Source material:
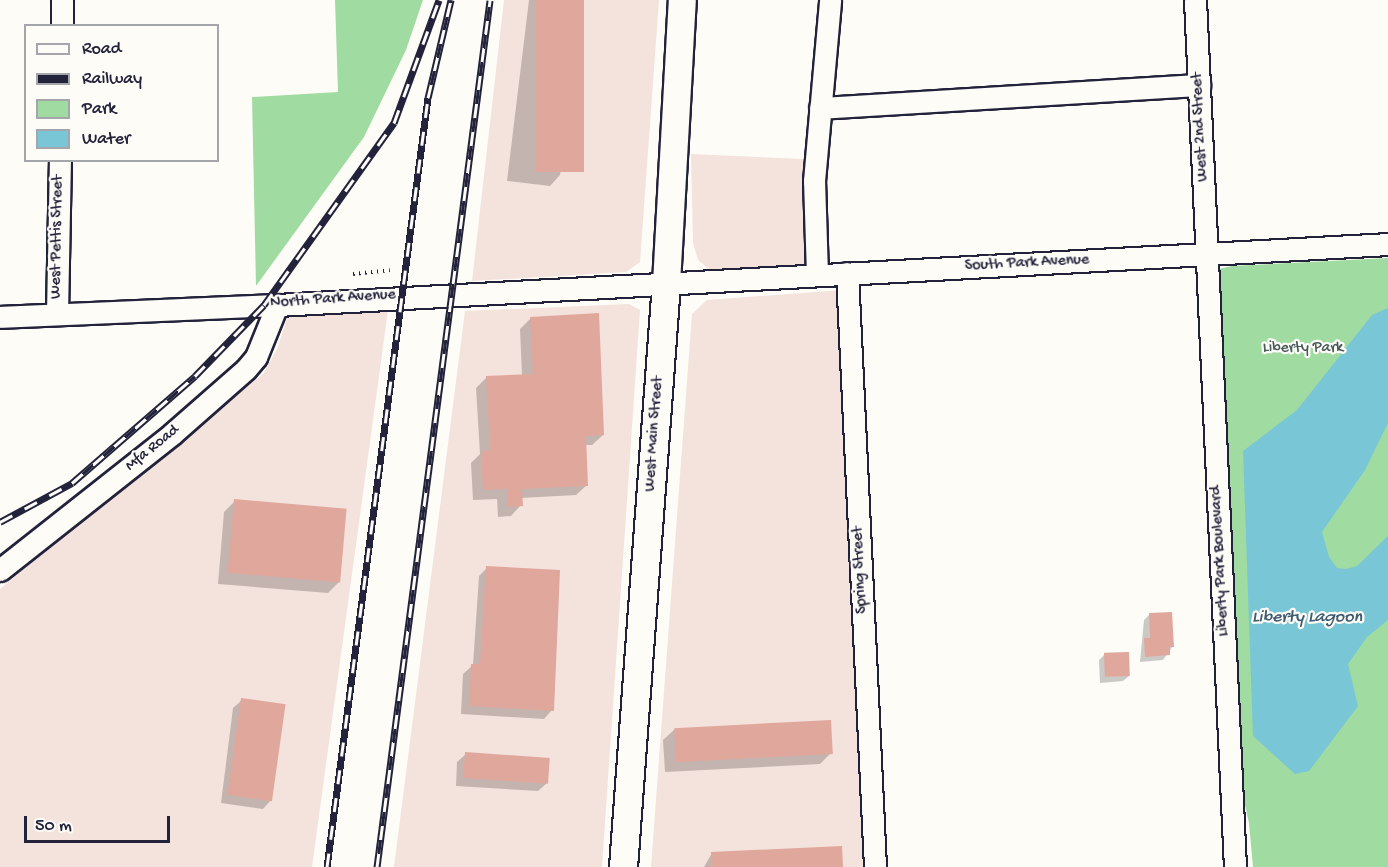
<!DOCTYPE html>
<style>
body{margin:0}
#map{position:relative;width:1388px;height:867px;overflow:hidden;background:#fdfcf7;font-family:"Gochi Hand",sans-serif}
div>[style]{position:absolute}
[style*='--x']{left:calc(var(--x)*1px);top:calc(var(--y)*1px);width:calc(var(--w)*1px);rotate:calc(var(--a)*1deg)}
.built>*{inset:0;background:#f4e2dc}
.green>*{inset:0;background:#a0dba1}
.water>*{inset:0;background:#78c6d6}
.shadow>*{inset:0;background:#0003}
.building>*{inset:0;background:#e0a79c;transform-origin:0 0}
.path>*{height:4px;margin-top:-2px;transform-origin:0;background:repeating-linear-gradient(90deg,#22223b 0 1.5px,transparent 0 6px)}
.roads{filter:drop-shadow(2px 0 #22223b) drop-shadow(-2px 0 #22223b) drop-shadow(0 2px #22223b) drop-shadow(0 -2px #22223b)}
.minor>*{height:21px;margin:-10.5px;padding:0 10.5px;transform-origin:10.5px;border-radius:10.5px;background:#fdfcf7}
.major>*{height:27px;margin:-13.5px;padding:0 13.5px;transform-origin:13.5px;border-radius:13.5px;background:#fdfcf7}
.rail>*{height:7px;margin-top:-3.5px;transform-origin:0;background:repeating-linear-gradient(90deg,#fdfcf7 0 14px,#22223b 0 28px);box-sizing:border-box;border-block:2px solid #22223b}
span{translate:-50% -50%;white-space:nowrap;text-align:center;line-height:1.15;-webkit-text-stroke:4.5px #fdfcf7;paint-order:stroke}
.street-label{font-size:16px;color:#22223b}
.park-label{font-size:16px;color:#485a5a}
.water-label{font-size:18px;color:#405b71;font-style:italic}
.legend{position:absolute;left:24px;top:24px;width:195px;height:138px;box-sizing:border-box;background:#fdfcf7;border:2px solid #a5a5ac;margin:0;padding:8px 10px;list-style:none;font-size:18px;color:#22223b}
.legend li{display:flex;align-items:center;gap:12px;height:30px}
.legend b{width:30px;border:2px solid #a5a5ac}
.scale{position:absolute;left:24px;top:816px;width:146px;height:27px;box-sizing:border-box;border:3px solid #22223b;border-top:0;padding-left:8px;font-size:18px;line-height:21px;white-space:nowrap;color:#22223b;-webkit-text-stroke:4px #fdfcf7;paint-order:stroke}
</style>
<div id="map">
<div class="built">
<div style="clip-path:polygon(504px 0,659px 0,640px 262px,626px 272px,472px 281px)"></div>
<div style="clip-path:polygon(691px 154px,826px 160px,829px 263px,711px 271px,698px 260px,693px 243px)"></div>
<div style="clip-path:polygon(842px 290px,869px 867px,651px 867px,692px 314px,707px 300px)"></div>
<div style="clip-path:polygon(629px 304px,640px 310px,602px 867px,394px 867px,465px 311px)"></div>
<div style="clip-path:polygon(388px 310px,312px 867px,0 867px,0 589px,263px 374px,277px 349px,288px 316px)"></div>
</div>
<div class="green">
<div style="clip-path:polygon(335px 0,423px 0,406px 50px,364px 137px,256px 286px,252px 97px,338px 92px)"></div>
<div style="clip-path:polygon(1388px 258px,1388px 867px,1253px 867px,1249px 823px,1237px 770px,1214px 281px,1219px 269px,1232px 266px)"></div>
</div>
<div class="water">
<div style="clip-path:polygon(1388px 308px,1388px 423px,1365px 470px,1322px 532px,1329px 557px,1337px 568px,1346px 569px,1357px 566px,1388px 536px,1388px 620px,1367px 637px,1348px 664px,1358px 706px,1309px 771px,1295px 774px,1253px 736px,1243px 451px,1297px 410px,1372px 315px)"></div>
</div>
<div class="shadow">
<div style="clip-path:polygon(529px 0,582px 0,560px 175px,550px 186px,507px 181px)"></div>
<div style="clip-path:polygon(531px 318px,603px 435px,592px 445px,585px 445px,587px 485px,576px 495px,521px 498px,521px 505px,511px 516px,498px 517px,497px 499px,473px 500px,471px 463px,480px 454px,476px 388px,487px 377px,522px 376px,520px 329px)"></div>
<div style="clip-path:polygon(235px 501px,339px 582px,328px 593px,218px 584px,224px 512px)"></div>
<div style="clip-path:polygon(487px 568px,552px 710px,544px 719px,461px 714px,463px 674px,473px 665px,479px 576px)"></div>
<div style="clip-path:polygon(1149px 615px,1173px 646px,1163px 660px,1140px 662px,1144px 620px)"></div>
<div style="clip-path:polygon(1104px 655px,1129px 676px,1123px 681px,1100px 683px,1099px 660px)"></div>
<div style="clip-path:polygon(242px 700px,271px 800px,263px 809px,221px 803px,233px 708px)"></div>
<div style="clip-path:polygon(675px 729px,831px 753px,820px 764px,665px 772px,663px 740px)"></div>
<div style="clip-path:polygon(466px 754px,547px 783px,538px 791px,456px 786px,457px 762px)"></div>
<div style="clip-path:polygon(712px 853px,841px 867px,704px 867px)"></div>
</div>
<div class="building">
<div style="left:536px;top:0;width:48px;height:172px"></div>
<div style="clip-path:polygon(599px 313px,604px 435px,586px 436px,588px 486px,522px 489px,523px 506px,508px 507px,507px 489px,483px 490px,481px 451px,490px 451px,486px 376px,533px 374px,530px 317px)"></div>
<div style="left:234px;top:499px;width:113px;height:74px;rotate:5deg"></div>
<div style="clip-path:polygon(486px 566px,560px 570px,554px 711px,469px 706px,471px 664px,480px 664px)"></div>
<div style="clip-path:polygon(1172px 612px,1174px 647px,1170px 647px,1170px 655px,1145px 657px,1144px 638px,1150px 638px,1149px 613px)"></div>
<div style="left:1129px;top:652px;width:24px;height:25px;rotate:88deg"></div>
<div style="left:241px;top:698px;width:45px;height:98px;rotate:8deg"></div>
<div style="left:831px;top:720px;width:34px;height:157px;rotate:87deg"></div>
<div style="left:465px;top:752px;width:85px;height:26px;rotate:4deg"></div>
<div style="clip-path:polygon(842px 846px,843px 867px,712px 867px,711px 852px)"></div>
</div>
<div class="path">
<div style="--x:353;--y:274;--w:37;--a:-6"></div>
</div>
<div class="roads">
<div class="minor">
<div style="--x:1195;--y:0;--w:868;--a:87.36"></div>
<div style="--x:62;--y:26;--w:26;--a:-90"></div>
<div style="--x:820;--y:108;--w:380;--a:-3.5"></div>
<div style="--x:847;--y:273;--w:595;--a:87.3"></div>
<div style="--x:817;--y:275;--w:94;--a:-91.8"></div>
<div style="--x:814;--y:181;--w:182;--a:-84.9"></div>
<div style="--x:57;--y:314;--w:154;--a:-88.9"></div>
<div style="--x:0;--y:317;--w:277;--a:-2.5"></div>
<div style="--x:277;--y:305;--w:1113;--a:-3.14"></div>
<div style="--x:0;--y:570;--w:219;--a:-38.3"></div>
<div style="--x:172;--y:434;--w:98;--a:-41.3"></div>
<div style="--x:246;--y:369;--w:16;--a:-50"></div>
<div style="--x:256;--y:357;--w:56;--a:-68"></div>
</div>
<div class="major">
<div style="--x:623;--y:867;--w:586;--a:-85.79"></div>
<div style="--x:666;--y:283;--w:283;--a:-86.8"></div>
</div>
</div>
<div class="rail">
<div style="--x:0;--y:522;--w:82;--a:-28.4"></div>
<div style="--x:72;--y:483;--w:163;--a:-41"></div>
<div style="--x:195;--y:376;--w:99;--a:-45.8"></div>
<div style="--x:264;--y:305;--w:224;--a:-54.5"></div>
<div style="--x:394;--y:123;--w:131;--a:-69.9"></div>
<div style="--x:327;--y:867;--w:776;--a:-82.52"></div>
<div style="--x:428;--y:98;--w:101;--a:-76.8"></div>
<div style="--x:377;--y:867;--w:874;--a:-82.57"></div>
</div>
<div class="street-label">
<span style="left:1201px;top:127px;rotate:-93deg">West 2nd Street</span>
<span style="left:58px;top:237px;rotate:-89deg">West Pettis Street</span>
<span style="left:1027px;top:264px;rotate:-3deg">South Park Avenue</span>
<span style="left:333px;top:300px;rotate:-4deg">North Park Avenue</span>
<span style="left:655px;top:434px;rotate:-86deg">West Main Street</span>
<span style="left:153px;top:449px;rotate:-39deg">Mfa Road</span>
<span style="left:1221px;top:561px;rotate:-93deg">Liberty Park Boulevard</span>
<span style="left:861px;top:570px;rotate:-93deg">Spring Street</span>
</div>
<div class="park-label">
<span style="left:1303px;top:349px">Liberty Park</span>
</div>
<div class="water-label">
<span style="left:1307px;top:618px">Liberty Lagoon</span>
</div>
<ul class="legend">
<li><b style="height:8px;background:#fdfcf7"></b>Road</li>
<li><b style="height:8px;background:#22223b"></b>Railway</li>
<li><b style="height:16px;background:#a0dba1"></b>Park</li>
<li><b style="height:16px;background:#78c6d6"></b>Water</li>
</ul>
<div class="scale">50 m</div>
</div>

Assigned task: The answer should be all lines from the entries above that hold the word "shadow".

Exercise solution:
.shadow>*{inset:0;background:#0003}
.roads{filter:drop-shadow(2px 0 #22223b) drop-shadow(-2px 0 #22223b) drop-shadow(0 2px #22223b) drop-shadow(0 -2px #22223b)}
<div class="shadow">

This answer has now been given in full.